Cobey called for beekeepers and their suppliers to put more effort into maintaining breeding stock, like the farm industry does. She said that suppliers of queens and drones don’t control breeding enough to assure the quality of their bees.

“You can ask for the pedigrees of chickens, pigs, or cows before you buy them, but you can’t ask for a bee pedigree,” said Cobey.

But beekeepers can’t easily control who their bees mate with. Queen bees mate with up to 20 different drones in a season. They mate in mid-flight, sometimes with drones from neighboring hives.

“Artificial insemination is the best way to guarantee the quality of the bees,” said Cobey, “but it’s a fairly technical laboratory procedure, which industry has been slow to adopt.”
As a result, most beekeepers just let their bees mate freely, and any beneficial genetic traits that their bees initially possess become lost in succeeding generations.

Cobey wants to organize queen producers on a national level to promote bee breeding.

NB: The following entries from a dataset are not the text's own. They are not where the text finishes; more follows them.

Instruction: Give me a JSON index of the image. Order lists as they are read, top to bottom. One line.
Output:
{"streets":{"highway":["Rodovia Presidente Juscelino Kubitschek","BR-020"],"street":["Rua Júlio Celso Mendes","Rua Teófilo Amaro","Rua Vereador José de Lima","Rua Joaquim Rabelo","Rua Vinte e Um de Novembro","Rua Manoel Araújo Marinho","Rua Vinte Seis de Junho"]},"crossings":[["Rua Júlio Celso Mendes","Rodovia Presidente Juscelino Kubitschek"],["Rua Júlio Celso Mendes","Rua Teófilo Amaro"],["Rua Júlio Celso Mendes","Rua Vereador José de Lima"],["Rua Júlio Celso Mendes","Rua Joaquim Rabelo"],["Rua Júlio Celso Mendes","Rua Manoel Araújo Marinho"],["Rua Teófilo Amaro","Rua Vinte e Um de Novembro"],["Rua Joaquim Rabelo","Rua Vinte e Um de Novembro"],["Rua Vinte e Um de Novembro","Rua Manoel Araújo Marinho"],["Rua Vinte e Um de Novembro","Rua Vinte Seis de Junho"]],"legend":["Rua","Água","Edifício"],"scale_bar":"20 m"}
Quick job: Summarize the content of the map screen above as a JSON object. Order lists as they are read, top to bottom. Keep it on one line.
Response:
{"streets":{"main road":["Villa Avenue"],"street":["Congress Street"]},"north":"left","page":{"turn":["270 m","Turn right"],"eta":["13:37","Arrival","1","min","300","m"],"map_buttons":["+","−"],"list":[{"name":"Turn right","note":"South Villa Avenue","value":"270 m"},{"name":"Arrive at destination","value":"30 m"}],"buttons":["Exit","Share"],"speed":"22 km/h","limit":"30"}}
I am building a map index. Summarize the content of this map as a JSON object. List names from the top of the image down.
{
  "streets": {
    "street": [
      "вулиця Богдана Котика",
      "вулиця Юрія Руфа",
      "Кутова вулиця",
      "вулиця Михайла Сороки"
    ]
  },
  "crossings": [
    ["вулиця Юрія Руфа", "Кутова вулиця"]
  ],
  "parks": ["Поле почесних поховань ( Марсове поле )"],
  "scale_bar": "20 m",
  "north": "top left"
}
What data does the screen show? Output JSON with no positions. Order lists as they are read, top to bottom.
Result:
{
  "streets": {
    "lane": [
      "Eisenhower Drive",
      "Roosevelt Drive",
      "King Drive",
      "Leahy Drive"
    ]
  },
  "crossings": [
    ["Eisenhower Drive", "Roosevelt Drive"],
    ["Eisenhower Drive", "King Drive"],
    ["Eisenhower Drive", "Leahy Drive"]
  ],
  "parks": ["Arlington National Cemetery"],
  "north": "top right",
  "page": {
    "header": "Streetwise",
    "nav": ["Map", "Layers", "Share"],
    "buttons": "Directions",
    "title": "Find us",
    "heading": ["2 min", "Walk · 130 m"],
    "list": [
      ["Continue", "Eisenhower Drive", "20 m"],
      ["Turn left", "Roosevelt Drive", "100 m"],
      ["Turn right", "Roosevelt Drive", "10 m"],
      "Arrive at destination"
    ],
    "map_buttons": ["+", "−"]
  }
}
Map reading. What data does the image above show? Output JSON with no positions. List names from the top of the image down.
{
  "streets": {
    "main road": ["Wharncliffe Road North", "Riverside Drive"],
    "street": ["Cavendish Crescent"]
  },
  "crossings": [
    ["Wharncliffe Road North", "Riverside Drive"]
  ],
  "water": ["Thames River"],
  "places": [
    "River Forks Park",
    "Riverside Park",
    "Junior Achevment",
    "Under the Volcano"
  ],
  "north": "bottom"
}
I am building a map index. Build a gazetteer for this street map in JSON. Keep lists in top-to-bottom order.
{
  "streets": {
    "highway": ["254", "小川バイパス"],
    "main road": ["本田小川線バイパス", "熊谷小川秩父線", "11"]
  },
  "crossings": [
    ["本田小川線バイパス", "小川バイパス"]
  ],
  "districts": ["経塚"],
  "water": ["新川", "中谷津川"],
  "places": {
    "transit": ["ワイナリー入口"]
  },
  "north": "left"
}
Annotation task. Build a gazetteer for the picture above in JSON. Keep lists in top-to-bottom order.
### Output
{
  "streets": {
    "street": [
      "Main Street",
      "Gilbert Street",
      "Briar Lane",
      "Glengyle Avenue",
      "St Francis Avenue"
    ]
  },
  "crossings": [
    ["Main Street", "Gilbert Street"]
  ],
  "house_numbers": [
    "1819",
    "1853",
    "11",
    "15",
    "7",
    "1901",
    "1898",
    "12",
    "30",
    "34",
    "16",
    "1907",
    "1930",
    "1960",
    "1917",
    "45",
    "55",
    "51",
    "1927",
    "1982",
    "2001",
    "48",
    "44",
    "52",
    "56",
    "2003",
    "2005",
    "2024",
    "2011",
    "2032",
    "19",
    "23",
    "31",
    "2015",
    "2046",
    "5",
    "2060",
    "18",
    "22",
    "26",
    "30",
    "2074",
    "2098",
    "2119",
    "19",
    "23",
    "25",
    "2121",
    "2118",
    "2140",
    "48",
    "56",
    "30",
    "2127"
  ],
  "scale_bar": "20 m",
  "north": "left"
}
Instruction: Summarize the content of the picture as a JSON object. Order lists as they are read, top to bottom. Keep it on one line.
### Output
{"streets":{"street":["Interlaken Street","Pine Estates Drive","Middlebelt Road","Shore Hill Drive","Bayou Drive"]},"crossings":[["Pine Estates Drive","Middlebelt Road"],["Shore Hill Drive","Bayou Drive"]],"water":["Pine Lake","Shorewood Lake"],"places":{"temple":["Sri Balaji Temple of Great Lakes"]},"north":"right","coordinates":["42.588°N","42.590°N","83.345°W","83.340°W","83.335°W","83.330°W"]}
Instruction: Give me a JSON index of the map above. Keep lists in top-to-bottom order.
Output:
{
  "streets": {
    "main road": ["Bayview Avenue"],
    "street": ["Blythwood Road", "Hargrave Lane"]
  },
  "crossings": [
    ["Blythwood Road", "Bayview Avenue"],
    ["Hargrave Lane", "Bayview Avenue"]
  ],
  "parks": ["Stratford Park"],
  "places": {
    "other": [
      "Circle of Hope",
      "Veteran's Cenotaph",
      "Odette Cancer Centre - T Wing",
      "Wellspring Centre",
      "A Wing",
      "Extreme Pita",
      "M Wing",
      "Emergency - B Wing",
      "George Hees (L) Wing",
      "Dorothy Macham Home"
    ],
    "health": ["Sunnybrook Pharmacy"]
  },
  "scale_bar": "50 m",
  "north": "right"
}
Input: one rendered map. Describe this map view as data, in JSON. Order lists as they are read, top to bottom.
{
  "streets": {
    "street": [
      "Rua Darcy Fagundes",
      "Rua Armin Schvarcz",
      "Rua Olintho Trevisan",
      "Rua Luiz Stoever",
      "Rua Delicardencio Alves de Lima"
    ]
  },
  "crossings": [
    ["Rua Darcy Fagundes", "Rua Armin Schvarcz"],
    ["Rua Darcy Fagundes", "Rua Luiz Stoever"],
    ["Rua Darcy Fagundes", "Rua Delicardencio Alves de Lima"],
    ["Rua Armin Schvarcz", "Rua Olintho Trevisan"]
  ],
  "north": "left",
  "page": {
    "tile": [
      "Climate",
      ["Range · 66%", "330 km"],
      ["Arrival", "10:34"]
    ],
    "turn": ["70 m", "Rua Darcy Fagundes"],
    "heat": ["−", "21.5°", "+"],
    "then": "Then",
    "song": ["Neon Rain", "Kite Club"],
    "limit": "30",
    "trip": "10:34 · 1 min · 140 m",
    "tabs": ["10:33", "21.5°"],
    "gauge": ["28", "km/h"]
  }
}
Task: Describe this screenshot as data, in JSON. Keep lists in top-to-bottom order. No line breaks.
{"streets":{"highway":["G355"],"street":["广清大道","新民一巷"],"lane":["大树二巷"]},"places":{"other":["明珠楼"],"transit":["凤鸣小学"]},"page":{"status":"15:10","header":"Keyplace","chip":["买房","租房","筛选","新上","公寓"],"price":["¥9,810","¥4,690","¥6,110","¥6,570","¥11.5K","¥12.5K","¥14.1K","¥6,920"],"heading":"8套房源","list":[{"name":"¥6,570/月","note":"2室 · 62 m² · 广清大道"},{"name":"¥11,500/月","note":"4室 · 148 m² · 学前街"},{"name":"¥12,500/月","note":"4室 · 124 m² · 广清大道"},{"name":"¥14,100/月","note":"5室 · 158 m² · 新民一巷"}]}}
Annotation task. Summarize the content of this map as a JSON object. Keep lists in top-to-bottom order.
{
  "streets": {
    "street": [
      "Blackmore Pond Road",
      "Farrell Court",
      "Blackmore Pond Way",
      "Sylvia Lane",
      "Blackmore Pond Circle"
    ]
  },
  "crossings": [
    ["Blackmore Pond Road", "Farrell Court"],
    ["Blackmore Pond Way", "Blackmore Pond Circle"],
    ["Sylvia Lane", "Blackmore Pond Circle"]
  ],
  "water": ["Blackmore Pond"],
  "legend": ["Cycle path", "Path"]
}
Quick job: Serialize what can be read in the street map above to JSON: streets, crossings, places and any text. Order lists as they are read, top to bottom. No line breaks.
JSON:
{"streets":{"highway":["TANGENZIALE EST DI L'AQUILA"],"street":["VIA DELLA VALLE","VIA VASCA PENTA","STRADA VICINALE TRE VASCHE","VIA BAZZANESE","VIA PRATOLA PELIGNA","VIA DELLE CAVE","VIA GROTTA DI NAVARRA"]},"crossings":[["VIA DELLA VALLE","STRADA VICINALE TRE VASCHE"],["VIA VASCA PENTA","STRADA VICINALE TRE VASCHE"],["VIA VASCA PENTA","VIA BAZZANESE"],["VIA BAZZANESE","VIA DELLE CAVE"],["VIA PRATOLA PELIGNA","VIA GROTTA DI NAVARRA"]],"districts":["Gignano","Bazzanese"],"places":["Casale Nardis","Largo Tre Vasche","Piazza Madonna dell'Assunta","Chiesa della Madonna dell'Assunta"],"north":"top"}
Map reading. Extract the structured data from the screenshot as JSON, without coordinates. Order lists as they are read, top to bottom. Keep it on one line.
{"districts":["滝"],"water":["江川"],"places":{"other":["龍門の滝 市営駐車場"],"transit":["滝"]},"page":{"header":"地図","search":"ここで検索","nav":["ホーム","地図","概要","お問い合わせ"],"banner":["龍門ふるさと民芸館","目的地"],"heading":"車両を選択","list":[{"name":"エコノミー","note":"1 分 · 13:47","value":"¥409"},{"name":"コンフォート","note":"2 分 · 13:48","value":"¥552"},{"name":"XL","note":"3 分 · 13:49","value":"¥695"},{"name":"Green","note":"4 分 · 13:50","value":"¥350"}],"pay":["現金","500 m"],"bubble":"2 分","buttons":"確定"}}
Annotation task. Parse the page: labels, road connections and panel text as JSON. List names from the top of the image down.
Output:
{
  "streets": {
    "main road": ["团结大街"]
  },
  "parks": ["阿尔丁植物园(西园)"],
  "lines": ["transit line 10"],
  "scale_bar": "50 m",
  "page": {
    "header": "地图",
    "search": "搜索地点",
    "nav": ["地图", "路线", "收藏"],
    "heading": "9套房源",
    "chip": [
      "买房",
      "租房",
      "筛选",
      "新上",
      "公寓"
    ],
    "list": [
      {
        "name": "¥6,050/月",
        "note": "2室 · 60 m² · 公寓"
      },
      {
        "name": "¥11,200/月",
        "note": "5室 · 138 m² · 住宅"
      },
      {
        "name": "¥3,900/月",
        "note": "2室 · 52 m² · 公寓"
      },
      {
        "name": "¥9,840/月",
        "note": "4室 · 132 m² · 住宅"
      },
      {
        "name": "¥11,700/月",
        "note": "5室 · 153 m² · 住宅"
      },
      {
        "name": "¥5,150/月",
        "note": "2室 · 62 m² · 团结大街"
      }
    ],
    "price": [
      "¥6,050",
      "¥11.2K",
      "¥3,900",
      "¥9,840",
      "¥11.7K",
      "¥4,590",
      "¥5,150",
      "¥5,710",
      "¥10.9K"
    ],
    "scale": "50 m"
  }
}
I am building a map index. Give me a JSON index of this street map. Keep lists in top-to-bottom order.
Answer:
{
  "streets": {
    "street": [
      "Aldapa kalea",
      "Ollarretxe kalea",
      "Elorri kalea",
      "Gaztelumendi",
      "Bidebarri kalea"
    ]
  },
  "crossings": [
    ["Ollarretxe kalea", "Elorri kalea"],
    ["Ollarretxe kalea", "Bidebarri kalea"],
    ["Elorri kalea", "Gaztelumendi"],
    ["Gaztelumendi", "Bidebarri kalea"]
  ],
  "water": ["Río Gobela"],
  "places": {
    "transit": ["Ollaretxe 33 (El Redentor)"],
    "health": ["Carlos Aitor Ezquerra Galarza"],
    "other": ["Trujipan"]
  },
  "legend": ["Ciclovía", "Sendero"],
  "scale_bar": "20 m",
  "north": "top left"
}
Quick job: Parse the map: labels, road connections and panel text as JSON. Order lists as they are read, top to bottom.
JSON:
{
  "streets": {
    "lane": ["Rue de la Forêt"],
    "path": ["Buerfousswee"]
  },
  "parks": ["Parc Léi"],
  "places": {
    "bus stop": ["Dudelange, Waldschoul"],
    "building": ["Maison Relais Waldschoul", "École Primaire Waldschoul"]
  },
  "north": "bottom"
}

She offers a summer class in bee breeding to encourage beekeepers to establish their own breeding programs. Cobey warned that bee breeding requires patience and a long term commitment because results aren’t always immediately visible.

The California State Beekeepers Association sponsored the work, along with the California Almond Board.

Commercial farmers of products like almonds and alfalfa rent bees to pollinate their crops. Cobey said that honeybee pollination supplies us with over one third of the food we eat.

Cobey founded the NWC project in 1982 when she was a commercial apiarist. Ohio State University is now expanding the NWC project to make breeder stock available to industry.